TASK TO CARRY OUT: Pick out and copy every line below that has the word "canvas".

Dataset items
╭──
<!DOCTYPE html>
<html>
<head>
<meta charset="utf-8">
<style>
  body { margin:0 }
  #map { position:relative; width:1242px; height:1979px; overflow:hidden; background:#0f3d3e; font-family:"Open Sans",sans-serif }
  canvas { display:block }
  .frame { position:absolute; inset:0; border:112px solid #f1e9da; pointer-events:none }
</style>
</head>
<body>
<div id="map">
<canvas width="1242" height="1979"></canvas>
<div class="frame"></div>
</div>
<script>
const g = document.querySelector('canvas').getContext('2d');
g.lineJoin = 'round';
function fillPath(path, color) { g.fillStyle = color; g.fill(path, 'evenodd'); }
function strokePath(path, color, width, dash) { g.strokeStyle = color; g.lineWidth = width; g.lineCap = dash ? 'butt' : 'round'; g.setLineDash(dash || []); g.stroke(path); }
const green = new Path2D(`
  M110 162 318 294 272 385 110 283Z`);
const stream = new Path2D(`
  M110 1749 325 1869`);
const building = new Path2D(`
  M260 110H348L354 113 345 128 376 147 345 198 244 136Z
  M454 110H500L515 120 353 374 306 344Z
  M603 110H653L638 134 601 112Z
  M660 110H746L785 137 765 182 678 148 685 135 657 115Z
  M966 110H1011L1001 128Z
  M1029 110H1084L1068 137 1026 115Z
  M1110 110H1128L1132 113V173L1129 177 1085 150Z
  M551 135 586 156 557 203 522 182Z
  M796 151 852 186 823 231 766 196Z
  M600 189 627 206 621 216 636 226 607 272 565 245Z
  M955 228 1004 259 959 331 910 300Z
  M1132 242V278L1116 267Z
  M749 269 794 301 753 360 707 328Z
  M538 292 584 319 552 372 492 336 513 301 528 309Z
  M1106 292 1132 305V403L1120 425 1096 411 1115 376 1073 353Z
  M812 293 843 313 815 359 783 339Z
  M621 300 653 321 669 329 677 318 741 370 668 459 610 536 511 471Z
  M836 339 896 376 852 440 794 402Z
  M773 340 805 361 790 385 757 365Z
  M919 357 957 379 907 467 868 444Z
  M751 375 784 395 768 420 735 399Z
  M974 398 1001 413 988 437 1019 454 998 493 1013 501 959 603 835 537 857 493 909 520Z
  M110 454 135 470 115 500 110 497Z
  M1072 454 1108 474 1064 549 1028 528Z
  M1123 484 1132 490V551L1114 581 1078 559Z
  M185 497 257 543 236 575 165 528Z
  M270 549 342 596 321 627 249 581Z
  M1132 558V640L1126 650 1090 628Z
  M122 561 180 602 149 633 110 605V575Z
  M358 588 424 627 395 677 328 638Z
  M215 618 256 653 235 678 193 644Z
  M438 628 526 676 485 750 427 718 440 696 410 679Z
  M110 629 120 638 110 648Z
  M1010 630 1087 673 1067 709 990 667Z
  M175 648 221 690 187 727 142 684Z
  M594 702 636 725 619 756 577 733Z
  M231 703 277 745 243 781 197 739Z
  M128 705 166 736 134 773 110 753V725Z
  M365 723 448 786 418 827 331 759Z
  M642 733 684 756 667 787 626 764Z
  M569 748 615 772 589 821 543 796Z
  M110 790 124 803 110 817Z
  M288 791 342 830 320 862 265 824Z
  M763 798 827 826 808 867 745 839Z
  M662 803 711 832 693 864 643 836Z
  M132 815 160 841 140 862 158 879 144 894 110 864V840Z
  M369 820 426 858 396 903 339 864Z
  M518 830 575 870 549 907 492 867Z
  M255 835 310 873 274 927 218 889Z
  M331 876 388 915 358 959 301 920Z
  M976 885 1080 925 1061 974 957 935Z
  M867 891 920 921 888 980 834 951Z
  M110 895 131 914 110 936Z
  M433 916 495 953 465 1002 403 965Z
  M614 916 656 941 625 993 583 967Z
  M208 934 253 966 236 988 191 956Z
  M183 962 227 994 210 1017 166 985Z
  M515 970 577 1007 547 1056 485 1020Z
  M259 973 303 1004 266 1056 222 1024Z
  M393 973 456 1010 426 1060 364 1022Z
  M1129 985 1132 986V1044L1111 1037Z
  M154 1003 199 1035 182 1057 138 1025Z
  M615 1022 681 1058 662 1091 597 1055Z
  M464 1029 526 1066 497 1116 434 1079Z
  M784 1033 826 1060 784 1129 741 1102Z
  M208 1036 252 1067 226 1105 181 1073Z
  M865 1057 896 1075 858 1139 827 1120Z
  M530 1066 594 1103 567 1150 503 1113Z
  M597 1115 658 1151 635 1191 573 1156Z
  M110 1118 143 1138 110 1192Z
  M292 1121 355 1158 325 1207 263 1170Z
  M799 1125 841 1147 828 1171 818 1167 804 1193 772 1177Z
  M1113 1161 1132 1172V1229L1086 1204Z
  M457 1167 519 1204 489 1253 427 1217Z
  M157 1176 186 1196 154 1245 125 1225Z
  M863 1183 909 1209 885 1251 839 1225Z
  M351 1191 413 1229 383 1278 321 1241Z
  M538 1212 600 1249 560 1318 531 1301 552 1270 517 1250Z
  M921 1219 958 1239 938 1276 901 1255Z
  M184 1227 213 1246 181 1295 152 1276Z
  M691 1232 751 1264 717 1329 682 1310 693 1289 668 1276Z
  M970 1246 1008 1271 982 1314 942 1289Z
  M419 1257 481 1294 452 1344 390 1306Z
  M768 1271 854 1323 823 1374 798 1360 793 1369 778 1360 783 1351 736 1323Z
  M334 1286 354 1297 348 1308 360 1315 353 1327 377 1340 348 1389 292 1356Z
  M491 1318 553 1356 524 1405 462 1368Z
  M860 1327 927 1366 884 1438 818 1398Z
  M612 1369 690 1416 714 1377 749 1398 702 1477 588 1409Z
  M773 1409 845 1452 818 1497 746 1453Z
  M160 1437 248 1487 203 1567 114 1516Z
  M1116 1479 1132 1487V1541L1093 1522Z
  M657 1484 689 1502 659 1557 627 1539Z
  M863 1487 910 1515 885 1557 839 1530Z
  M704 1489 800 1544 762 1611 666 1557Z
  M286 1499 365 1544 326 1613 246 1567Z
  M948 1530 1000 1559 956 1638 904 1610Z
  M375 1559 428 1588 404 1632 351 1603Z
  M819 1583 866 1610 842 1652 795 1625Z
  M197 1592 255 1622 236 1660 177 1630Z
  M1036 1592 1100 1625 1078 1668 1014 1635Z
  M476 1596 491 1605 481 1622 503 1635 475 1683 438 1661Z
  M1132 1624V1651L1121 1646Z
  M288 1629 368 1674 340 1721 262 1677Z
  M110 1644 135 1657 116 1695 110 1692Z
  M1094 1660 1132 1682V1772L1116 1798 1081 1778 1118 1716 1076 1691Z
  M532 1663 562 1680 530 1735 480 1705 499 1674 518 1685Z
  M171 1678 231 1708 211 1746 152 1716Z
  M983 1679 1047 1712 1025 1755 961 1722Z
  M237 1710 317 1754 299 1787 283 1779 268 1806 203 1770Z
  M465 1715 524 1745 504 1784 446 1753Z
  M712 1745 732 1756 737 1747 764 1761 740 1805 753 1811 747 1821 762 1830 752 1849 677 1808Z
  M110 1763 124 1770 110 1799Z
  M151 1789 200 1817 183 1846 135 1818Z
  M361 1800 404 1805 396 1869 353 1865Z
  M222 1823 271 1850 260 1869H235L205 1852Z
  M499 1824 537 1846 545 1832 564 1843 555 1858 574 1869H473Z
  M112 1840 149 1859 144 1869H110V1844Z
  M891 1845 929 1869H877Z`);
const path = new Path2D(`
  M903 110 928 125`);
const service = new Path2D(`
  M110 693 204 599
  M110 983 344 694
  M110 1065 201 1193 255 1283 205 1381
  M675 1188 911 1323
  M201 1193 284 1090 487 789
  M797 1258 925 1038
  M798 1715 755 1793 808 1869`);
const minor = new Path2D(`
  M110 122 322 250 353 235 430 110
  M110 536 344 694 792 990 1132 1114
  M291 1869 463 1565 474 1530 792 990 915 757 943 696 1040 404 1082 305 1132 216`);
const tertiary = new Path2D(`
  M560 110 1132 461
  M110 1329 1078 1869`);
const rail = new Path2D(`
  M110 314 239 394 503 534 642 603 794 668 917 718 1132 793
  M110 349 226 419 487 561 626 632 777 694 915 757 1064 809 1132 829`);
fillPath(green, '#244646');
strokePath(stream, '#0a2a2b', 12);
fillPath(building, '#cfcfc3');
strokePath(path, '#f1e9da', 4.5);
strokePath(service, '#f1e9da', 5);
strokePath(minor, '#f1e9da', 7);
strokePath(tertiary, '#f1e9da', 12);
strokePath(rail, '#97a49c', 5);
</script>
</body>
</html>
╰──
RESPONSE FOR THIS EXERCISE:
  canvas { display:block }
<canvas width="1242" height="1979"></canvas>
const g = document.querySelector('canvas').getContext('2d');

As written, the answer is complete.